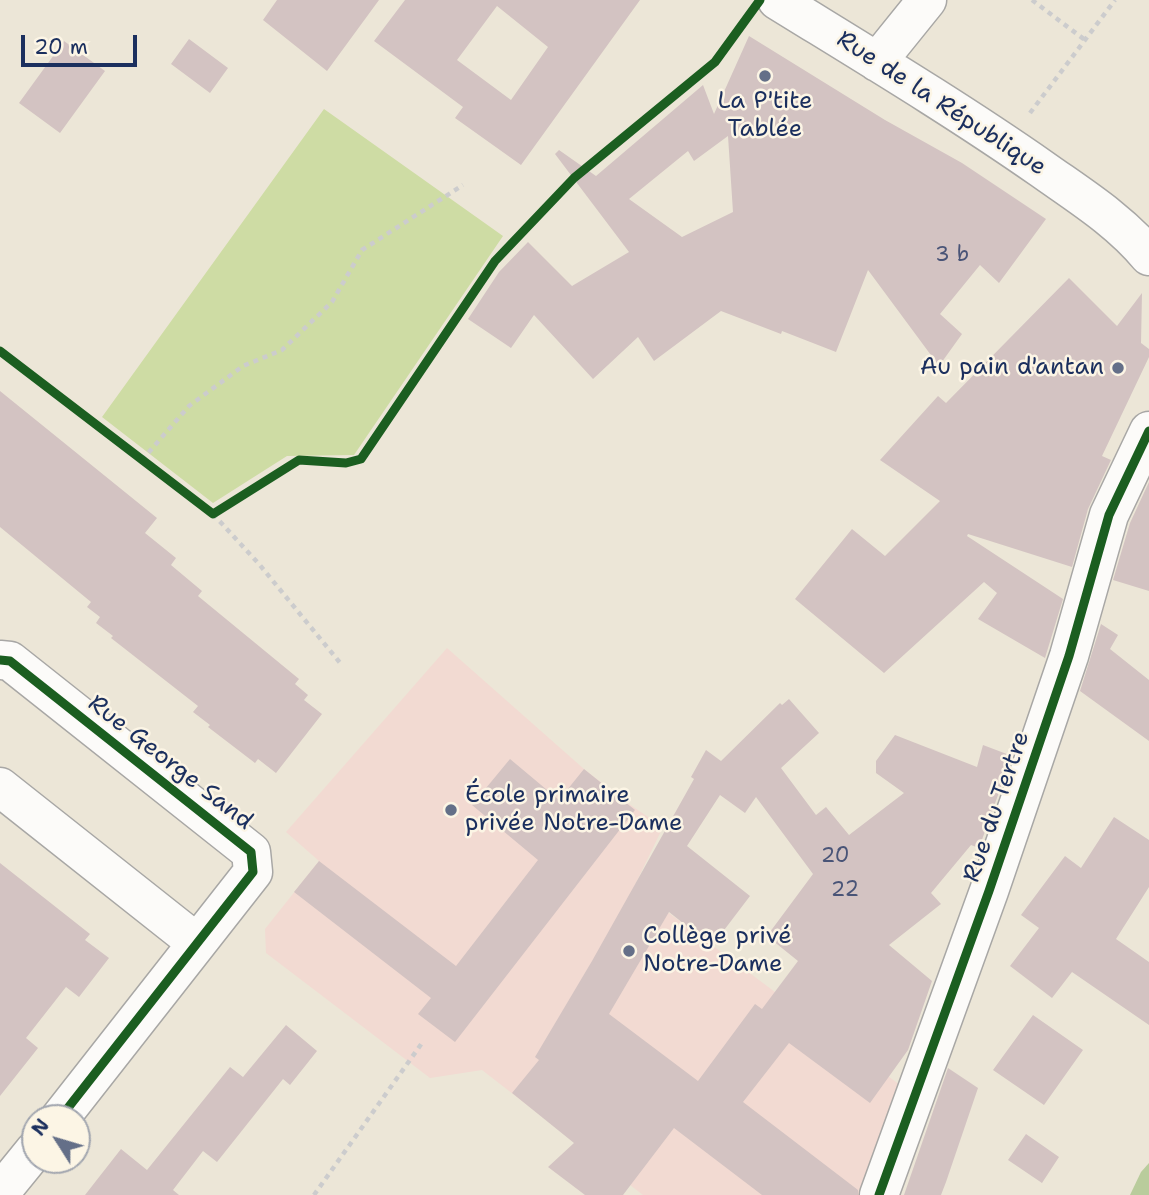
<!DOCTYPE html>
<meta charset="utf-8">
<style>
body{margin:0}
#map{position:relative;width:1149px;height:1195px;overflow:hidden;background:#ece6d7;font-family:"Shantell Sans",sans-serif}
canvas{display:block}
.north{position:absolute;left:21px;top:1104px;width:70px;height:70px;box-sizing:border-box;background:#fcf5e5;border:2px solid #a2a6af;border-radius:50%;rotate:307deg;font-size:19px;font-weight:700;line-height:28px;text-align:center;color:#1b2f5e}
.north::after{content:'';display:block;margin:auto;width:24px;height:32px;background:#646f88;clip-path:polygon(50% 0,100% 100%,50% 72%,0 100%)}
.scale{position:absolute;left:21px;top:35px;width:116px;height:32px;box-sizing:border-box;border:4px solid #1b2f5e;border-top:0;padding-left:9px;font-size:21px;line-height:24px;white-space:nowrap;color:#1b2f5e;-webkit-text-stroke:5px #fcf5e5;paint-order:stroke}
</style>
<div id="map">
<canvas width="1149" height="1195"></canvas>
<div class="north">N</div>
<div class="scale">20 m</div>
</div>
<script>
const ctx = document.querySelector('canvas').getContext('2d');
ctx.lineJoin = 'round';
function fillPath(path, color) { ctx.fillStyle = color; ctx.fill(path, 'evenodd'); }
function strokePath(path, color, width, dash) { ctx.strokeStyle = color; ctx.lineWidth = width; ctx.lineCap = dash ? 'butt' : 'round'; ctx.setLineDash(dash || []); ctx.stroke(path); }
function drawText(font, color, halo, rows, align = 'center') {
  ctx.font = font + ' "Shantell Sans",sans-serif'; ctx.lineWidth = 5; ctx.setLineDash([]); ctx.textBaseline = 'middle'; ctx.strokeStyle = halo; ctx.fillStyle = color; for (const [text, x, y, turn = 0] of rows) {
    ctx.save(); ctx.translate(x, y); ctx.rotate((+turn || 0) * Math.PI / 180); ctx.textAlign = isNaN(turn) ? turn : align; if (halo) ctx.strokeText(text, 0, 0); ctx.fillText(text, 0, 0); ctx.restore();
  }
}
fillPath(new Path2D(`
 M 447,648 L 584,769 L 626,802 L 663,827 L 634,887 L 900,1085 L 861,1195 L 643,1195 L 482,1070 L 430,1078 L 266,953 L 265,929 L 319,861 L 286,832 Z`), '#f2dad2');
fillPath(new Path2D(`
 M 324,109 L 503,236 L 354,455 L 287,456 L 213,503 L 102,417 Z`), '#cedca4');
fillPath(new Path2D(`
 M 1149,1163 L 1149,1195 L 1130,1195 L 1141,1172 Z`), '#b9cc9c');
fillPath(new Path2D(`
 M 277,0 L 379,0 L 327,71 L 263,20 Z
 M 405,0 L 640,0 L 521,165 L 455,118 L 463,107 L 374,41 ZM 497,6 L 548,47 L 511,100 L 457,60 Z
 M 749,36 L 885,120 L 962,163 L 1046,219 L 999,283 L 980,265 L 940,314 L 962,334 L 939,366 L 868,270 L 836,352 L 782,331 L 781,334 L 721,311 L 654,361 L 638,337 L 593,379 L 534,315 L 511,348 L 468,319 L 499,272 L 528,242 L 572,286 L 629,252 L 555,154 L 559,150 L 596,176 L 703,85 L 714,114 ZM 728,136 L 733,212 L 682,237 L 629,199 L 688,151 L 694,161 Z
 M 189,39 L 228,68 L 210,93 L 171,64 Z
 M 64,41 L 105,71 L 60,133 L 19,103 Z
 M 1069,278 L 1117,326 L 1142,293 L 1141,343 L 1149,349 L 1149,357 L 1102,456 L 1111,460 L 1088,509 L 1072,567 L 968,534 L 967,536 L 1063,599 L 1045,658 L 978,619 L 997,593 L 984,582 L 884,673 L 795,599 L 852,529 L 885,556 L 940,501 L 880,460 L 938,396 L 946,403 Z
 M 0,391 L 157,518 L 145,533 L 176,558 L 171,565 L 202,591 L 198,596 L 299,679 L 295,684 L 308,695 L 304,700 L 322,714 L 276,773 L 258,759 L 255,763 L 208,727 L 210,725 L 193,712 L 198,706 L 111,638 L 113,636 L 96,623 L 100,617 L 87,607 L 91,602 L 0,527 Z
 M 1149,482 L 1149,591 L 1113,580 L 1130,523 Z
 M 1101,624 L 1118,635 L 1110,649 L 1149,680 L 1149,741 L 1080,691 Z
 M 789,699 L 819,733 L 781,768 L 816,815 L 826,807 L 849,835 L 904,793 L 876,773 L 876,761 L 895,735 L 977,767 L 983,745 L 1012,756 L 979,848 L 971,845 L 931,893 L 941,904 L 889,945 L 932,981 L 908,1050 L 870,1103 L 789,1043 L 743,1102 L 858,1190 L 858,1195 L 762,1195 L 674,1128 L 623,1195 L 585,1195 L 548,1167 L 574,1143 L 512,1093 L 539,1060 L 535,1057 L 592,961 L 694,779 L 691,777 L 706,750 L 721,761 L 780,703 L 782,705 ZM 720,795 L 745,813 L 756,797 L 813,874 L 767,936 L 798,961 L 762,1009 L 755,1004 L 698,1081 L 609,1014 L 669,912 L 712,946 L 750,896 L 687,846 Z
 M 510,759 L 559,800 L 584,769 L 635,810 L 455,1042 L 418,1014 L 431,998 L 294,892 L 319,861 L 456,966 L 538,860 L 472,805 Z
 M 1114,817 L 1149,840 L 1149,887 L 1116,939 L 1149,962 L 1149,1025 L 1072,972 L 1052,998 L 1010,966 L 1039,928 L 1021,915 L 1065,856 L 1081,868 Z
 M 0,863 L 90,934 L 85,940 L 109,958 L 79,997 L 66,987 L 26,1038 L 38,1048 L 0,1096 Z
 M 1033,1015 L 1083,1050 L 1044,1105 L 993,1070 Z
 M 286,1025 L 317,1051 L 290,1085 L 283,1079 L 217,1162 L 203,1151 L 173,1190 L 179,1195 L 85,1195 L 121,1149 L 147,1170 L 230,1067 L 243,1077 Z
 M 948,1068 L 978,1088 L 946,1182 L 941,1195 L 904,1195 Z
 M 1026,1134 L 1059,1157 L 1042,1183 L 1008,1160 Z`), '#d3c3c2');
const minor = new Path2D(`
 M 777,0 C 866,55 956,109 1042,169 C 1080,196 1119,220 1149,256
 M 877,62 L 927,0
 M 0,660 L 10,661 L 251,852 L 253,872 L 60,1118
 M 0,787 L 197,943
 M 0,1193 L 35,1150
 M 879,1195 L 989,891 L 1069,656 L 1109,515 L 1149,431`);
strokePath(minor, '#a8a7a5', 41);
strokePath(new Path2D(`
 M 1032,0 L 1085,40
 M 1030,113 L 1115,0
 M 0,351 L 213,514 L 299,460 L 346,463 L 361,459 L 495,261 L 574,178 L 715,62 L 745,20
 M 142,460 L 189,406 L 243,366 L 282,350 L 332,302 L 362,250 L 463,185
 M 213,514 L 259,564 L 341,664
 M 314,1195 L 422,1043`), '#cccccd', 4.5, [5, 5]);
strokePath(minor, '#fcfbf9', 38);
strokePath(new Path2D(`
 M 0,351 L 213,514 L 299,460 L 346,463 L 361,459 L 495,261 L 574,178 L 715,62 L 760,0
 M 0,660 L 10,661 L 251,852 L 253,872 L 60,1118
 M 879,1195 L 989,891 L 1069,656 L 1109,515 L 1149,431`), '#1b5e20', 9);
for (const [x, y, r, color] of [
 [765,76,7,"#646f88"],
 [1118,368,7,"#646f88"],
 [451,810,7,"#646f88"],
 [629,951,7,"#646f88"]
]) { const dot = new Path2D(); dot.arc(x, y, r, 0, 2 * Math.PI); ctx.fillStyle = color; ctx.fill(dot); strokePath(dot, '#fcf5e5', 2.5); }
drawText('21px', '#495477', null, [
 ["3 b",952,256],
 ["20",835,857],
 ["22",845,891]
]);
drawText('24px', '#1b2f5e', '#fcf5e5', [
 ["La P'tite",765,102,"center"],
 ["Tablée",765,130,"center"],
 ["Au pain d'antan",1104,368,"right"],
 ["École primaire",465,796],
 ["privée Notre-Dame",465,824],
 ["Collège privé",643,937],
 ["Notre-Dame",643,965]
], 'left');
drawText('24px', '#1b2f5e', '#fcf5e5', [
 ["Rue de la République",941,104,33],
 ["Rue George Sand",170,763,38],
 ["Rue du Tertre",997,807,-71]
]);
</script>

•••••

## EXERCISE DETAILS
Could you repeat, exactly and with nothing added, the lines from the top of the entries above through the line that holds "M 277,0 L 379,0 L 327,71 L 263,20 Z", leaving out any pictures?

## RESULT OF THIS EXERCISE
<!DOCTYPE html>
<meta charset="utf-8">
<style>
body{margin:0}
#map{position:relative;width:1149px;height:1195px;overflow:hidden;background:#ece6d7;font-family:"Shantell Sans",sans-serif}
canvas{display:block}
.north{position:absolute;left:21px;top:1104px;width:70px;height:70px;box-sizing:border-box;background:#fcf5e5;border:2px solid #a2a6af;border-radius:50%;rotate:307deg;font-size:19px;font-weight:700;line-height:28px;text-align:center;color:#1b2f5e}
.north::after{content:'';display:block;margin:auto;width:24px;height:32px;background:#646f88;clip-path:polygon(50% 0,100% 100%,50% 72%,0 100%)}
.scale{position:absolute;left:21px;top:35px;width:116px;height:32px;box-sizing:border-box;border:4px solid #1b2f5e;border-top:0;padding-left:9px;font-size:21px;line-height:24px;white-space:nowrap;color:#1b2f5e;-webkit-text-stroke:5px #fcf5e5;paint-order:stroke}
</style>
<div id="map">
<canvas width="1149" height="1195"></canvas>
<div class="north">N</div>
<div class="scale">20 m</div>
</div>
<script>
const ctx = document.querySelector('canvas').getContext('2d');
ctx.lineJoin = 'round';
function fillPath(path, color) { ctx.fillStyle = color; ctx.fill(path, 'evenodd'); }
function strokePath(path, color, width, dash) { ctx.strokeStyle = color; ctx.lineWidth = width; ctx.lineCap = dash ? 'butt' : 'round'; ctx.setLineDash(dash || []); ctx.stroke(path); }
function drawText(font, color, halo, rows, align = 'center') {
  ctx.font = font + ' "Shantell Sans",sans-serif'; ctx.lineWidth = 5; ctx.setLineDash([]); ctx.textBaseline = 'middle'; ctx.strokeStyle = halo; ctx.fillStyle = color; for (const [text, x, y, turn = 0] of rows) {
    ctx.save(); ctx.translate(x, y); ctx.rotate((+turn || 0) * Math.PI / 180); ctx.textAlign = isNaN(turn) ? turn : align; if (halo) ctx.strokeText(text, 0, 0); ctx.fillText(text, 0, 0); ctx.restore();
  }
}
fillPath(new Path2D(`
 M 447,648 L 584,769 L 626,802 L 663,827 L 634,887 L 900,1085 L 861,1195 L 643,1195 L 482,1070 L 430,1078 L 266,953 L 265,929 L 319,861 L 286,832 Z`), '#f2dad2');
fillPath(new Path2D(`
 M 324,109 L 503,236 L 354,455 L 287,456 L 213,503 L 102,417 Z`), '#cedca4');
fillPath(new Path2D(`
 M 1149,1163 L 1149,1195 L 1130,1195 L 1141,1172 Z`), '#b9cc9c');
fillPath(new Path2D(`
 M 277,0 L 379,0 L 327,71 L 263,20 Z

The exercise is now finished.